### THE PROBLEM
Every line below must be copied as written, except for pictures.
<<<<
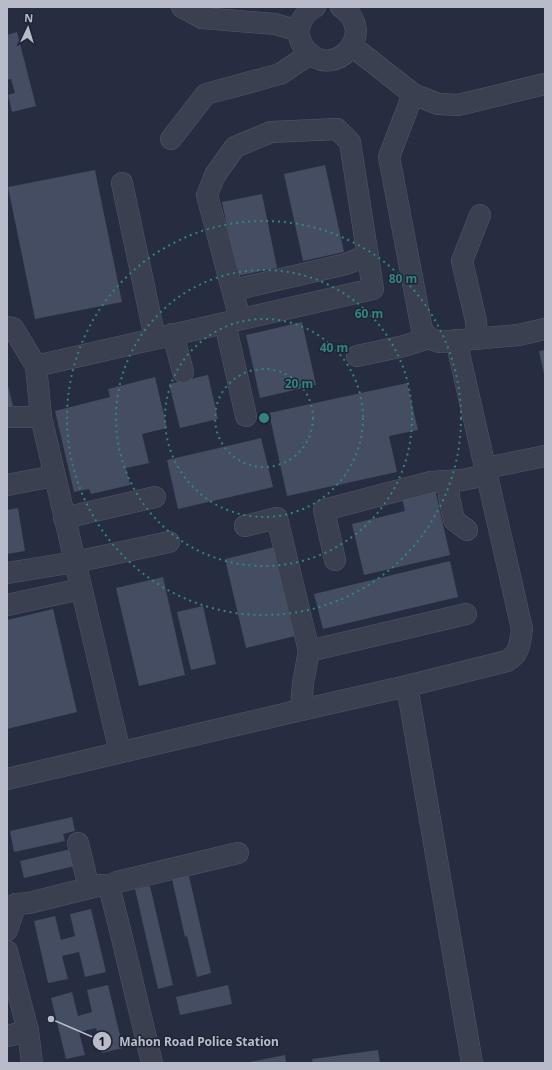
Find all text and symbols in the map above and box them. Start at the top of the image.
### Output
north arrow [8,8,48,48]
text: N [24,10,34,25]
text: 80 m [389,270,417,287]
text: 60 m [355,305,383,322]
text: 40 m [320,339,348,356]
text: 20 m [285,375,313,392]
centre of rings [257,411,271,425]
callout: Mahon Road Police Station [92,1029,287,1053]
text: 1 [99,1033,105,1050]
text: Mahon Road Police Station [119,1033,279,1050]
>>>>
### EXERCISE OUTPUT
Find all text and symbols in the map above and box them. Start at the top of the image.
### Output
north arrow [8,8,48,48]
text: N [24,10,34,25]
text: 80 m [389,270,417,287]
text: 60 m [355,305,383,322]
text: 40 m [320,339,348,356]
text: 20 m [285,375,313,392]
centre of rings [257,411,271,425]
callout: Mahon Road Police Station [92,1029,287,1053]
text: 1 [99,1033,105,1050]
text: Mahon Road Police Station [119,1033,279,1050]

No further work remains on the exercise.